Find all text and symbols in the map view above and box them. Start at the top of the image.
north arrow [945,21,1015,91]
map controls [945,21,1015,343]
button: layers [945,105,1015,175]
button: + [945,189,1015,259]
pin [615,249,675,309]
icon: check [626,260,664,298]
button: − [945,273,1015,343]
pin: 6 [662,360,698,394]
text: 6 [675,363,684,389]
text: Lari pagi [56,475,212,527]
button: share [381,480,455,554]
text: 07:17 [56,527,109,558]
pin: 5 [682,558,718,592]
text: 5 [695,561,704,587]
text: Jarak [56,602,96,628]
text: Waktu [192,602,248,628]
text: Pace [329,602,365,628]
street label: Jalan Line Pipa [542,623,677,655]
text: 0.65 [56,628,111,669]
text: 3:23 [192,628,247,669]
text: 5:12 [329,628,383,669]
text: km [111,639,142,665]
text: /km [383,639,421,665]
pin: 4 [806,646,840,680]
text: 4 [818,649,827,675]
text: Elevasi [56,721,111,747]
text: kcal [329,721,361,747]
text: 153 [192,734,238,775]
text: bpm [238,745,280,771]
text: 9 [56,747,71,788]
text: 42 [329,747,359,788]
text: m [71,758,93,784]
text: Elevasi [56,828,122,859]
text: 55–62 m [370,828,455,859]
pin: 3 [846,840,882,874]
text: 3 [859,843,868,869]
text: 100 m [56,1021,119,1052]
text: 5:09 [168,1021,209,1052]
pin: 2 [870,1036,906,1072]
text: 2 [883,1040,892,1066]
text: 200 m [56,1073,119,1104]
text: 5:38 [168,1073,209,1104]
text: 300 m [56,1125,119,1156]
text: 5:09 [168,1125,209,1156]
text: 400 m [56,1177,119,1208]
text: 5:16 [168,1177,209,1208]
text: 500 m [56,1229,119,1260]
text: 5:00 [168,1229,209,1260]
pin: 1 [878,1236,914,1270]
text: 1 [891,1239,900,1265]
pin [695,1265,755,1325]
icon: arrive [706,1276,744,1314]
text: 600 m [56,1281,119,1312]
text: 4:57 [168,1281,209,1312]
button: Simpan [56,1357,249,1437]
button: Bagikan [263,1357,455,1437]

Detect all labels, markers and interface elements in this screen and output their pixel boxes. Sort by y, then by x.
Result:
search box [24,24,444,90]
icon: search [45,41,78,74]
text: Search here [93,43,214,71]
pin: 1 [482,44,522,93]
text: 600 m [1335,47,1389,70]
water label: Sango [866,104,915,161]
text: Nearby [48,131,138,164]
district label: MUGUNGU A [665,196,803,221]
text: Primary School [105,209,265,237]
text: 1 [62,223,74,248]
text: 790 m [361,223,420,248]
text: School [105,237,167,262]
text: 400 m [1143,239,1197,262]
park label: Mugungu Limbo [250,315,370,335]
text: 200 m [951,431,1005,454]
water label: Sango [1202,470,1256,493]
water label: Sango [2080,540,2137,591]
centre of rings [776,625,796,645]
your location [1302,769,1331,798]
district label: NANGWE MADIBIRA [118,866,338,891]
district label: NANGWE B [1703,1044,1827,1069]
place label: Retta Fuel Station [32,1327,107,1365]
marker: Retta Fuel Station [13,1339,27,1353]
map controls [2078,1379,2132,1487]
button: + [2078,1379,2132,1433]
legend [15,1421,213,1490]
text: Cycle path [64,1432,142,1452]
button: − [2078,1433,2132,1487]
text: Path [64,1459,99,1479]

▶ _What you have to do_
Give the entries once more, exactly as they appear.

▶ _Completed exercise_
Find all text and symbols in the map view above and box them. Start at the top of the image.
north arrow [945,21,1015,91]
map controls [945,21,1015,343]
button: layers [945,105,1015,175]
button: + [945,189,1015,259]
pin [615,249,675,309]
icon: check [626,260,664,298]
button: − [945,273,1015,343]
pin: 6 [662,360,698,394]
text: 6 [675,363,684,389]
text: Lari pagi [56,475,212,527]
button: share [381,480,455,554]
text: 07:17 [56,527,109,558]
pin: 5 [682,558,718,592]
text: 5 [695,561,704,587]
text: Jarak [56,602,96,628]
text: Waktu [192,602,248,628]
text: Pace [329,602,365,628]
street label: Jalan Line Pipa [542,623,677,655]
text: 0.65 [56,628,111,669]
text: 3:23 [192,628,247,669]
text: 5:12 [329,628,383,669]
text: km [111,639,142,665]
text: /km [383,639,421,665]
pin: 4 [806,646,840,680]
text: 4 [818,649,827,675]
text: Elevasi [56,721,111,747]
text: kcal [329,721,361,747]
text: 153 [192,734,238,775]
text: bpm [238,745,280,771]
text: 9 [56,747,71,788]
text: 42 [329,747,359,788]
text: m [71,758,93,784]
text: Elevasi [56,828,122,859]
text: 55–62 m [370,828,455,859]
pin: 3 [846,840,882,874]
text: 3 [859,843,868,869]
text: 100 m [56,1021,119,1052]
text: 5:09 [168,1021,209,1052]
pin: 2 [870,1036,906,1072]
text: 2 [883,1040,892,1066]
text: 200 m [56,1073,119,1104]
text: 5:38 [168,1073,209,1104]
text: 300 m [56,1125,119,1156]
text: 5:09 [168,1125,209,1156]
text: 400 m [56,1177,119,1208]
text: 5:16 [168,1177,209,1208]
text: 500 m [56,1229,119,1260]
text: 5:00 [168,1229,209,1260]
pin: 1 [878,1236,914,1270]
text: 1 [891,1239,900,1265]
pin [695,1265,755,1325]
icon: arrive [706,1276,744,1314]
text: 600 m [56,1281,119,1312]
text: 4:57 [168,1281,209,1312]
button: Simpan [56,1357,249,1437]
button: Bagikan [263,1357,455,1437]

Detect all labels, markers and interface elements in this screen and output their pixel boxes. Sort by y, then by x.
Result:
search box [24,24,444,90]
icon: search [45,41,78,74]
text: Search here [93,43,214,71]
pin: 1 [482,44,522,93]
text: 600 m [1335,47,1389,70]
water label: Sango [866,104,915,161]
text: Nearby [48,131,138,164]
district label: MUGUNGU A [665,196,803,221]
text: Primary School [105,209,265,237]
text: 1 [62,223,74,248]
text: 790 m [361,223,420,248]
text: School [105,237,167,262]
text: 400 m [1143,239,1197,262]
park label: Mugungu Limbo [250,315,370,335]
text: 200 m [951,431,1005,454]
water label: Sango [1202,470,1256,493]
water label: Sango [2080,540,2137,591]
centre of rings [776,625,796,645]
your location [1302,769,1331,798]
district label: NANGWE MADIBIRA [118,866,338,891]
district label: NANGWE B [1703,1044,1827,1069]
place label: Retta Fuel Station [32,1327,107,1365]
marker: Retta Fuel Station [13,1339,27,1353]
map controls [2078,1379,2132,1487]
button: + [2078,1379,2132,1433]
legend [15,1421,213,1490]
text: Cycle path [64,1432,142,1452]
button: − [2078,1433,2132,1487]
text: Path [64,1459,99,1479]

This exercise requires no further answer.